John Bercow
Main Page: John Bercow (Speaker - Buckingham)(7 years, 11 months ago)
Commons ChamberI beg to move, That the clause be read a Second time.
With this it will be convenient to discuss the following:
New clause 3—Review of compulsory purchase—
“Before exercising his powers under section 35(1) the Secretary of State must carry out a review of the entire compulsory purchase order process.”
This amendment ensures that there is clarity on appeal routes, pre-completion and pre-occupation conditions.
New clause 12—Rates of interest and advance payments—
“Within 14 days of the Neighbourhood Planning Bill receiving Royal Assent the Secretary of State for Communities and Local Government and the Chancellor of the Exchequer must bring forward outstanding regulations relating to Clauses 192 to 198 of the Housing and Planning Act 2016 and Clauses 19 to 21 and 33 to 35 of the Neighbourhood Planning Bill.”
The Housing and Planning Act includes measures requiring further regulations in order to come into force. This new clause requires that, once the Neighbourhood Planning Bill receives Royal Assent, these regulations should be brought into force to ensure that all farmers, business owners and landowners benefit from the Government’s commitment to improve interest rates on late payments as soon as possible.
Amendment 26, in clause 15, page 14, line 12, leave out
“as well as, or instead of, compulsory acquisition”
and insert
“or compulsory acquisition, but not both”.
This amendment would ensure that where an acquiring authority seeks temporary possession rights it cannot at the same time also seek permanent possession rights. It would not stop the acquiring authority at a later date seeking permanent acquisition rights via a fresh compulsory purchase order should it be required to complete the project.
Government amendment 21.
Amendment 27, page 25, line 36, leave out clause 28.
This would remove changes which would prevent landowners who have land compulsorily purchased for a particular purpose seeking additional compensation should the land end up being used for a different purpose. It ensures that, where the original calculation of compensation that was paid did not take into account the possibility of the development that the land is now being used for, the claimant receives the correct level of compensation.
Government new clause 6 deals with the ability to claim compensation for temporary severance when a material detriment claim has been referred to the upper tribunal. This will arise when the acquiring authority has taken possession of the part of a claimant’s land that it wants before the tribunal has determined the claim, and the tribunal then decides that it must take more of the claimant’s land.
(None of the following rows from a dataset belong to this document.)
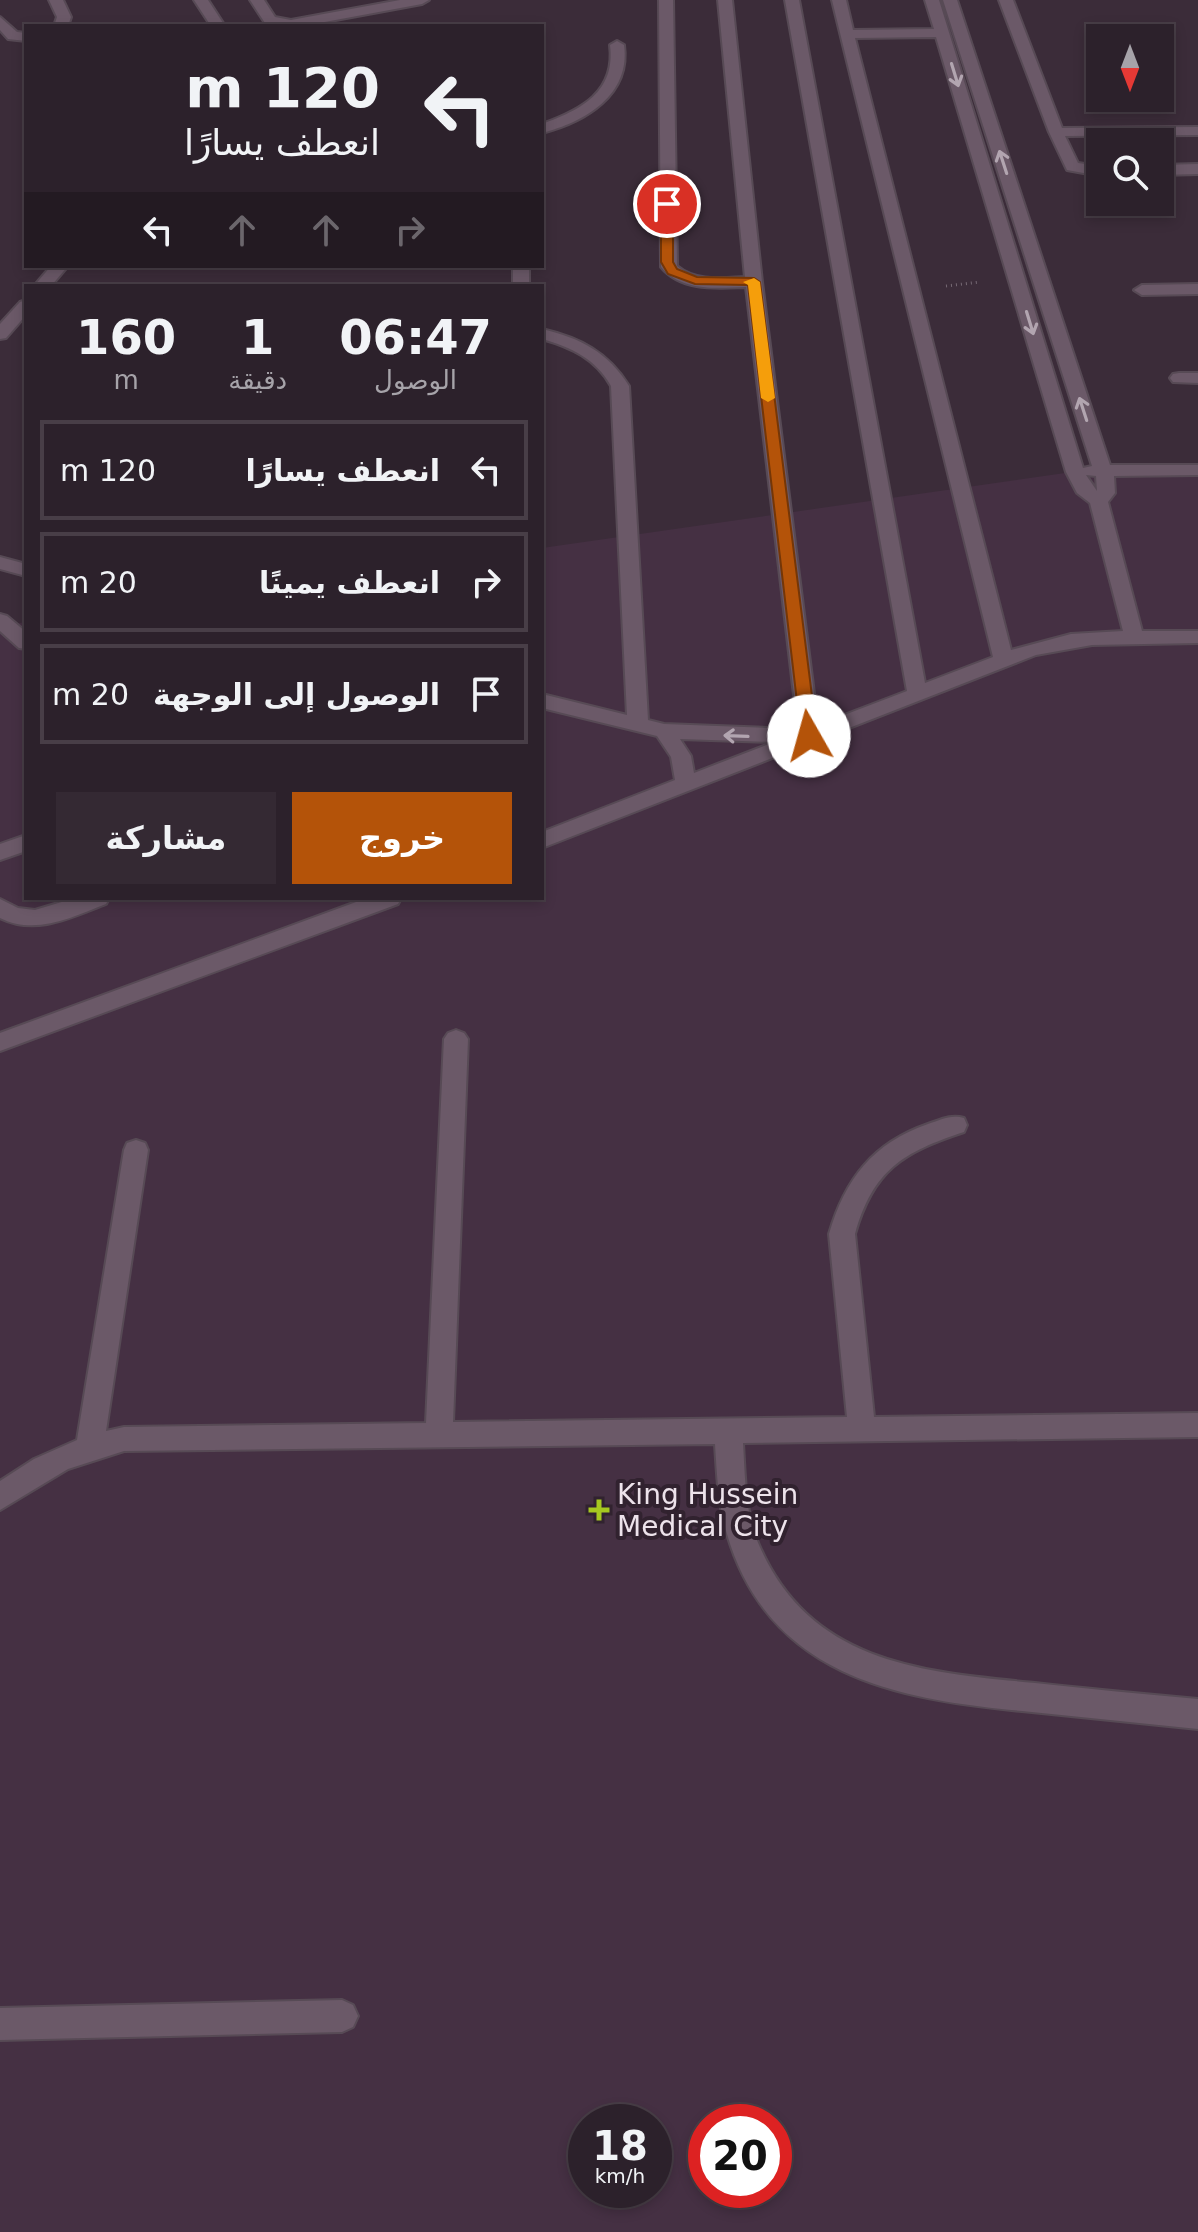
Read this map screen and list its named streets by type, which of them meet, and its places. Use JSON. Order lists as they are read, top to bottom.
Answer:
{
  "places": {
    "health": ["King Hussein Medical City"]
  },
  "north": "bottom",
  "page": {
    "turn": ["120 m", "انعطف يسارًا"],
    "eta": [
      "06:47",
      "الوصول",
      "1",
      "دقيقة",
      "160",
      "m"
    ],
    "list": [
      {
        "name": "انعطف يسارًا",
        "value": "120 m"
      },
      {
        "name": "انعطف يمينًا",
        "value": "20 m"
      },
      {
        "name": "الوصول إلى الوجهة",
        "value": "20 m"
      }
    ],
    "buttons": ["خروج", "مشاركة"],
    "speed": "18 km/h",
    "limit": "20"
  }
}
The tribunal will be able to award compensation for any loss suffered by the claimant as a result of the temporary severance of their land while the matter is being determined.
A provision to ensure that the compensation is claimable is already contained in paragraph 28(5) of schedule 2A to the Compulsory Purchase Act 1965 when the acquiring authority is proceeding by notice to treat and notice of entry. The Housing and Planning Act 2016 should have included an equivalent provision in schedule A1 to the Compulsory Purchase (Vesting Declarations) Act 1981, but that was not spotted at the time, so new clause 6 fills the gap.
Government amendment 21 is a consequential amendment to the definition of “acquiring authority” in section 172 of the Housing and Planning Act 2016 on the power to enter land to survey it in connection with an acquisition proposal. The amendment aligns the definition of “acquiring authority” with that in clause 14, so that the power to enter and survey land can be used in connection with any proposal to take temporary possession of land under that clause. The new definition still works for authorities intending to acquire the land permanently. I commend the amendment to the House.